Member of Parliament
- Incumbent
- Assumed office 9 May 2026
- Preceded by: Kanon Ara Begum
- Constituency: Reserved Seat for Women-41

Personal details
- Born: Khulna District, Bangladesh
- Party: Bangladesh Jamaat-e-Islami
- Education: Tejgaon College University of Dhaka
- Occupation: Educator, politician

= Nazmun Nahar Nilu =

Nazmun Nahar Nilu (নাজমুন নাহার নীলু) is a Bangladeshi politician, educator, and a Member of Parliament serving in Reserved Seat for Women-41 representing Bangladesh Jamaat-e-Islami. She serves as the Secretary of the Publicity, Literature, and Cultural Department of the central women's wing of Bangladesh Jamaat-e-Islami and is a former Central President of Bangladesh Islami Chhatri Sangstha.

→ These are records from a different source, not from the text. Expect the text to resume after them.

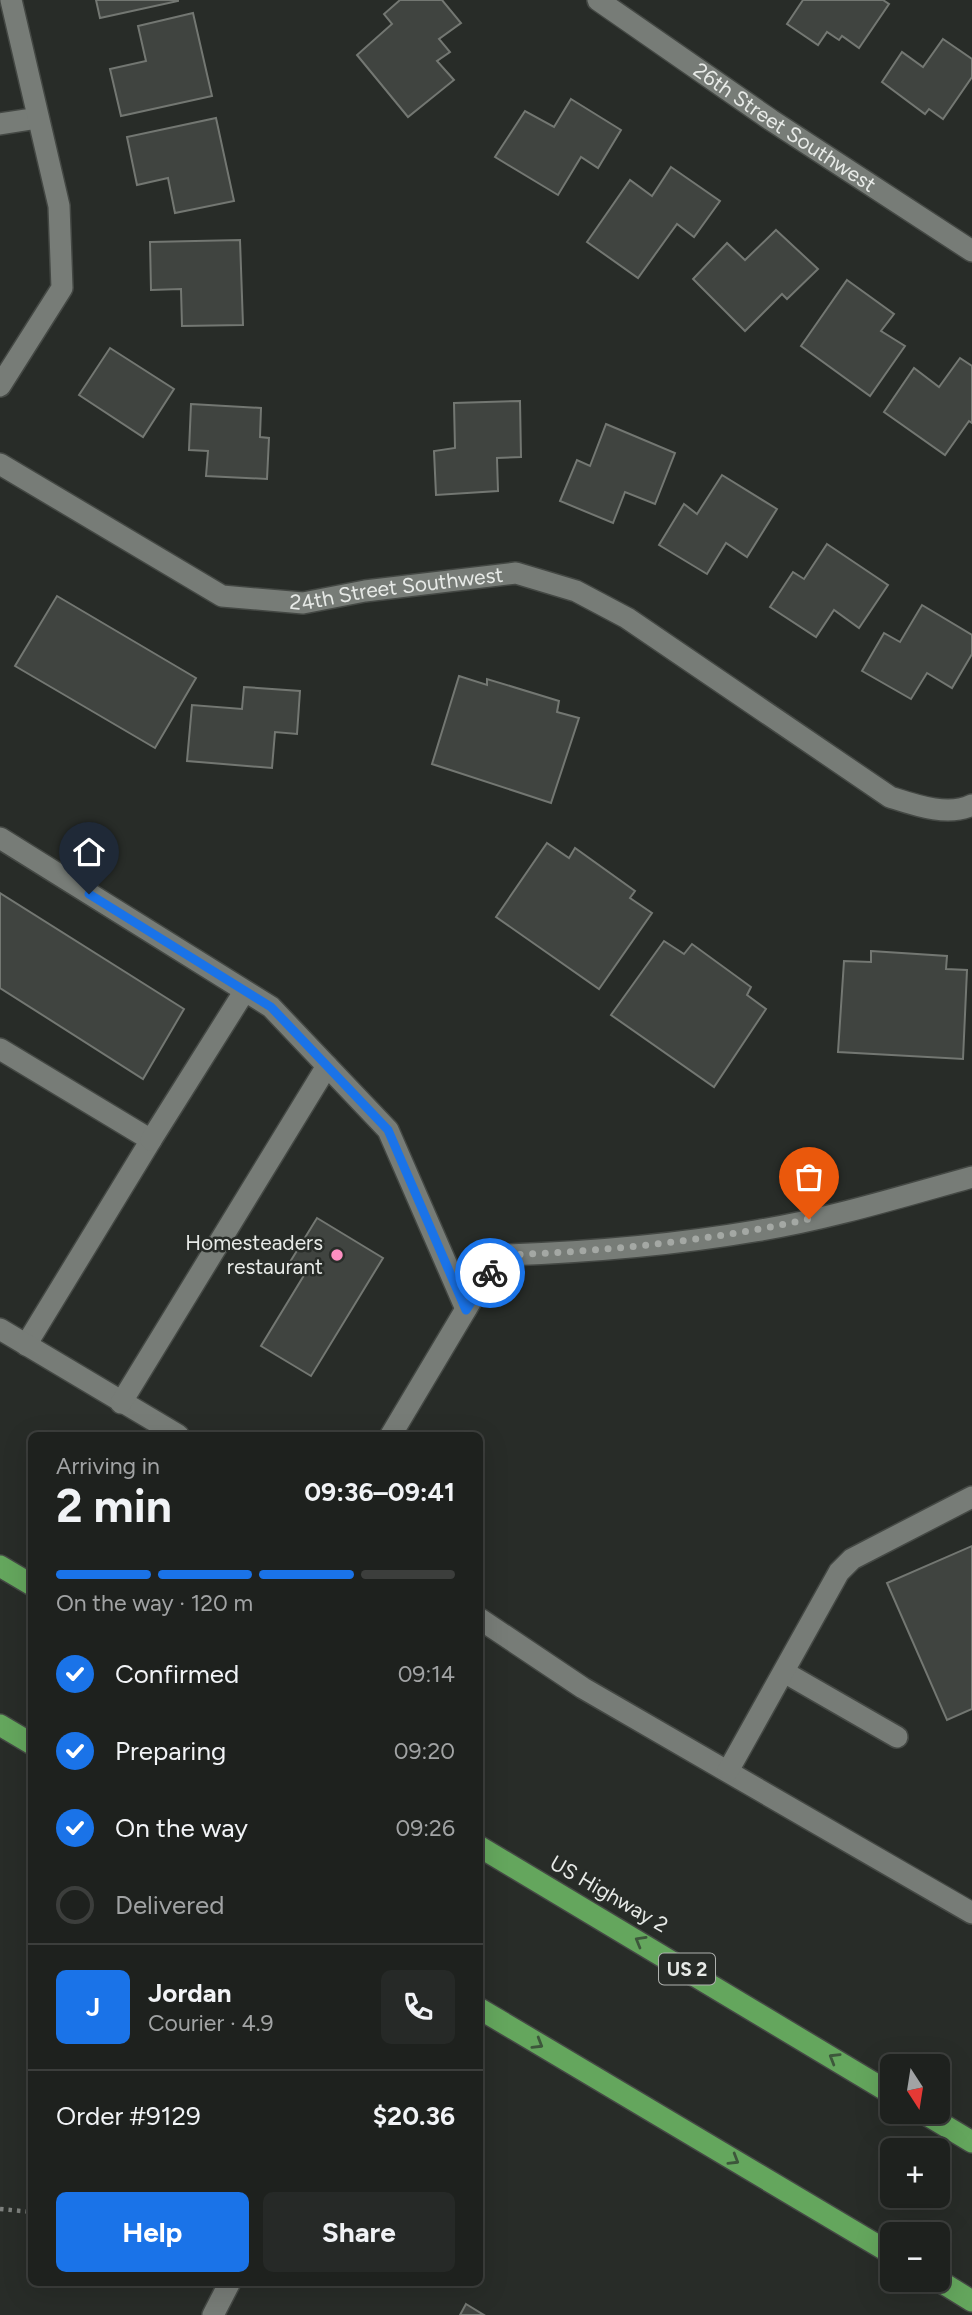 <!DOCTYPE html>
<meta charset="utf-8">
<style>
body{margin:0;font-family:Figtree,sans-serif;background:#262927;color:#f1f3f6;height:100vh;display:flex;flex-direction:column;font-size:26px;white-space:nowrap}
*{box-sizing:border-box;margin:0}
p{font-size:23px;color:#a1a3a4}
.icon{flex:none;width:38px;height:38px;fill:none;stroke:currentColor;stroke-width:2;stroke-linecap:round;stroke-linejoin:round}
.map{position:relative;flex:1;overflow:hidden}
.sheet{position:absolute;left:28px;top:1432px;width:455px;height:854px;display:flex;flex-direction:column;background:#1e211e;border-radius:10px;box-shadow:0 7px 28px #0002,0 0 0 2px #3c3e3c}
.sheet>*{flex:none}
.needle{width:46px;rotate:168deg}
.buttons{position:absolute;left:880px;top:2054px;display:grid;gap:14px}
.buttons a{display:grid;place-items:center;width:70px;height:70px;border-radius:10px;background:#1e211e;box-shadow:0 7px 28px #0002,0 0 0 2px #3c3e3c;font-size:35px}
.pin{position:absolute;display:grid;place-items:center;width:60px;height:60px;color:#fff;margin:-72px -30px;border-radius:50% 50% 50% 0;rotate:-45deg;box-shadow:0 0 7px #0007}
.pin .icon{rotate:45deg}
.courier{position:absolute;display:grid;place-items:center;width:70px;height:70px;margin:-35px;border:5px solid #1a73e8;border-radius:50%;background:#fff;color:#222;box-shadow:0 2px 9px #0007}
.summary em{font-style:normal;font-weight:700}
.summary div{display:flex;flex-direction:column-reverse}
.summary{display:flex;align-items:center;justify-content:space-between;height:119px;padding:0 28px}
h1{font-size:46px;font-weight:700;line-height:52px}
.bar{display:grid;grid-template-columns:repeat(4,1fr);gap:10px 7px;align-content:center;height:84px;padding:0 28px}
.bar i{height:9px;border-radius:5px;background:#3c3e3c}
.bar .selected{background:#1a73e8}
.bar p{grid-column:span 4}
.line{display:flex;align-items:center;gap:18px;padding:0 28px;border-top:2px solid #3c3e3c}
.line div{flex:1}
.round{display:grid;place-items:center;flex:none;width:74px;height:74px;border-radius:10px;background:#262927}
ol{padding:0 28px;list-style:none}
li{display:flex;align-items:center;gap:21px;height:77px}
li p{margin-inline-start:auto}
li .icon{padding:7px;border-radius:50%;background:#1a73e8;color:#fff;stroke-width:4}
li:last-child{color:#a1a3a4}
li i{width:38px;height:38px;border:4px solid #3c3e3c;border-radius:50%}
.action{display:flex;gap:14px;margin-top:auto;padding:14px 28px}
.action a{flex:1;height:80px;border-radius:10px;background:#1a73e8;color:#fff;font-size:28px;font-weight:700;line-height:80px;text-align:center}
.action a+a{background:#262927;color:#f1f3f6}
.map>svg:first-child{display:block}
.building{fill:#404440;stroke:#737772;stroke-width:2}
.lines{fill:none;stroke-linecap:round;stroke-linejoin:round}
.minor-casing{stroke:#444844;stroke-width:24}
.highway-casing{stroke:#444844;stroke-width:24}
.path{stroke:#7d807d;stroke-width:4.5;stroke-dasharray:3.5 5;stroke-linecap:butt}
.minor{stroke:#777c77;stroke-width:21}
.highway{stroke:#64a65d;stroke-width:21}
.oneway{stroke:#3d573b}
.done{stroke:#a4a8a4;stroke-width:7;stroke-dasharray:0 12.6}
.route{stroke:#1a73e8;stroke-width:9}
.poi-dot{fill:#fc8fc1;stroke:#282c28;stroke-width:2.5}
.labels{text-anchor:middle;stroke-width:5;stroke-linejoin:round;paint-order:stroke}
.shield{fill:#282c28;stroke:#aeb1ae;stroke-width:2}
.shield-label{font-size:19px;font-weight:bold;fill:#e7eae7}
.street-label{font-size:21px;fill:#e7eae7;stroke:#282c28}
.poi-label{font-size:21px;fill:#e7eae7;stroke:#282c28;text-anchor:end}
</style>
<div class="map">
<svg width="972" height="2315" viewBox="0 0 972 2315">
<rect width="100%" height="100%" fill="#282c28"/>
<g class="building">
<path d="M96 0H178V1L100 18Z"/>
<path d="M400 0H442L461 23 439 39 450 52 437 61 454 80 408 117 357 55 392 24 384 14Z"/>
<path d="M803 0H883L889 4 859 48 842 36 839 40 827 32 818 45 787 24Z"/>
<path d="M193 13 212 96 121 116 110 69 146 61 138 26Z"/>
<path d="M943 39 972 59V77L943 119 929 109 925 114 882 82 902 52 923 67Z"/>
<path d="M571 99 621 130 598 168 581 157 558 195 495 157 525 111 554 127Z"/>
<path d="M216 118 234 201 175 213 168 178 137 185 127 137Z"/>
<path d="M671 167 720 201 694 237 677 224 638 278 587 242 630 180 652 196Z"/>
<path d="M776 230 818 269 787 299 782 294 745 331 693 279 727 243 745 260Z"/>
<path d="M240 240 243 325 182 326 181 289 151 290 150 242Z"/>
<path d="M847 280 894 314 881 331 905 346 870 396 801 346Z"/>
<path d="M110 348 174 389 143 437 79 395Z"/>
<path d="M960 358 972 366V423L969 421 945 455 884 412 914 368 939 387Z"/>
<path d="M520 401 521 457 497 458 498 491 436 495 434 451 455 448 454 403Z"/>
<path d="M191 404 261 408 260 437 269 438 267 479 206 476 208 451 189 450Z"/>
<path d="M606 424 675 453 655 504 625 492 613 523 560 501 577 460 590 466Z"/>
<path d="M722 475 777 509 747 557 726 543 707 574 659 545 684 504 697 514Z"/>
<path d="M827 544 888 585 859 628 834 610 816 637 770 607 793 572 804 579Z"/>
<path d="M57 596 196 678 155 748 15 666Z"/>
<path d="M922 605 972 635V654L952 688 927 673 911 699 862 671 884 633 900 642Z"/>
<path d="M459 676 487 685V679L559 701 557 712 579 718 551 803 432 764Z"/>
<path d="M244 687 300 691 297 734 275 732 272 768 187 761 192 705 242 709Z"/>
<path d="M547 843 569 858 575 848 635 891 630 898 652 913 599 989 496 917Z"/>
<path d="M0 893 184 1009 143 1079 0 988Z"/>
<path d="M664 941 684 954 692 944 751 987 747 995 766 1009 714 1087 611 1015Z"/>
<path d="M871 951 947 956 946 969 967 970 963 1059 838 1052 844 961 871 962Z"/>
<path d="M317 1218 383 1258 311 1376 261 1346 306 1272 290 1262Z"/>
<path d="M972 1546V1709L947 1720 887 1583Z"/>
<path d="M466 2304 484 2315H460Z"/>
</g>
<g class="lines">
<g class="minor-casing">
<g id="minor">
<path id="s1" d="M598 0 771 120 972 251"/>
<path d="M0 124 38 118"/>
<path d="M0 386 62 288 59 206 11 0"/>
<path id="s2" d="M0 464 222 596 303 603 365 591 516 573 576 591 627 618 890 797C915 805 948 817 972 805"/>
<path d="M0 838 271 1007 388 1130 466 1309"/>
<path d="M0 1049 151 1140 26 1345"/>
<path d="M151 1140 244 992"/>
<path d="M0 1329 178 1435"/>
<path d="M121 1403 327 1066"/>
<path d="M391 1435 484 1279 507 1255C590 1252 673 1245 755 1231 829 1219 900 1197 972 1177"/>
<path d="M480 1619 583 1688 972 1913"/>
<path d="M784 1672 897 1737"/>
<path d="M728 1771 839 1572 852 1559 972 1497"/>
<path d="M213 2315 230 2282"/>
</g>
</g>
<g class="highway-casing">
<g id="highway">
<path d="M0 1566 32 1585"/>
<path d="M0 1725 32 1744"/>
<path d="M480 1847 892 2094"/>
<path d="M480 2009 892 2254"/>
<path d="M922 2112 972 2142"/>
<path d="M938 2280 972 2301"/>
</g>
</g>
<path class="path" d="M0 2209 32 2212"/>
<use href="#minor" class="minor"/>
<use href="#highway" class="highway"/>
</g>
<defs><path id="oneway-chevron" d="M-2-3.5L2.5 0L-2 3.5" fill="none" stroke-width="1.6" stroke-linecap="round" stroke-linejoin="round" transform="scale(1.75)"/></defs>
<g class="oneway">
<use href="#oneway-chevron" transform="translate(640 1941) rotate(-150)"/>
<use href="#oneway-chevron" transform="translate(538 2044) rotate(31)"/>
<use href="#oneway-chevron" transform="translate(834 2058) rotate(-149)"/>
<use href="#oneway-chevron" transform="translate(734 2160) rotate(31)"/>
</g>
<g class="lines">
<path class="done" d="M490 1273 507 1255C609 1251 709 1241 809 1219"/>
<path class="route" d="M89 894 271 1007 388 1130 466 1310 490 1273"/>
</g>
<circle class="poi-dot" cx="337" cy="1255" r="7"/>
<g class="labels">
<rect class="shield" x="659" y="1953.5" width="56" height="31" rx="5"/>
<g class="shield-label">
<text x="687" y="1976">US 2</text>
</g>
<g class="street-label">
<text dy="7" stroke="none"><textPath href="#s1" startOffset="226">26th Street Southwest</textPath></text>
<text dy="7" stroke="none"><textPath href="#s2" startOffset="434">24th Street Southwest</textPath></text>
<text transform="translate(609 1894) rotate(30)" y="7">US Highway 2</text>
</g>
<g class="poi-label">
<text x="323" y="1250">Homesteaders<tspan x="323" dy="24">restaurant</tspan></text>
</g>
</g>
</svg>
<div class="buttons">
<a><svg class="needle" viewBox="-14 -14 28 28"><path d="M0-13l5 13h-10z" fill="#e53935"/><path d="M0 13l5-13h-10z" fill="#a1a3a4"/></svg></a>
<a>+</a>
<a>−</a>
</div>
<div class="pin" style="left:809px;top:1219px;background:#ea580c"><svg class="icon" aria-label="bag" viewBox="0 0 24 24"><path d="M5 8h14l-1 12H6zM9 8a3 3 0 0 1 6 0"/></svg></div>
<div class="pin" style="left:89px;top:894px;background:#1f2937"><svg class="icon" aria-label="home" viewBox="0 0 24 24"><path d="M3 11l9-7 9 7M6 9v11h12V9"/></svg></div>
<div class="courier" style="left:490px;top:1273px"><svg class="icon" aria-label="bike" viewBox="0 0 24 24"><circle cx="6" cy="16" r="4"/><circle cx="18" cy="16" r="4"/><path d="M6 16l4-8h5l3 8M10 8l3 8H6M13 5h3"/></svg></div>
<section class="sheet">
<div class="summary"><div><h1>2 min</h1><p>Arriving in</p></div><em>09:36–09:41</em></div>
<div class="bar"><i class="selected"></i><i class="selected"></i><i class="selected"></i><i></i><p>On the way · 120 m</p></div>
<ol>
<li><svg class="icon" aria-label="check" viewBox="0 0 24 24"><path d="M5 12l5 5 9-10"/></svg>Confirmed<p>09:14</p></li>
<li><svg class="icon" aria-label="check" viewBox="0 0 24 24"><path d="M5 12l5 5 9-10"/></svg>Preparing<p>09:20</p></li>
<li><svg class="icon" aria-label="check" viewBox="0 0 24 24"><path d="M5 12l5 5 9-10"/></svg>On the way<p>09:26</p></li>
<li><i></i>Delivered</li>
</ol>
<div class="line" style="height:126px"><b class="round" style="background:#1a73e8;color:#fff">J</b><div><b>Jordan</b><p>Courier · 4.9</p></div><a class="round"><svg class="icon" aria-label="phone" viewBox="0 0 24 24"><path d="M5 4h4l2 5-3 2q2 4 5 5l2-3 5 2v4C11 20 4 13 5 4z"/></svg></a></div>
<div class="line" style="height:91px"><div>Order #9129</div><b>$20.36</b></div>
<div class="action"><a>Help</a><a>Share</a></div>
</section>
</div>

== Early life and education ==
Nazmun Nahar Nilu was born in Khulna District, Bangladesh. She completed her undergraduate degree at Tejgaon College and subsequently earned her Master's degree in Psychology from the University of Dhaka.

== Political career ==
Nilu began her political involvement through student politics, serving as the Central President of Bangladesh Islami Chhatri Sangstha, the female student wing affiliated with Bangladesh Jamaat-e-Islami. She later assumed the role of Secretary of Publicity, Literature, and Cultural Department within Jamaat-e-Islami's central women's wing.

In 2026, she was nominated by the Jamaat-e-Islami-led electoral alliance and was declared elected uncontested as a Member of Parliament for Reserved Seat 41 in the 13th Jatiya Sangsad.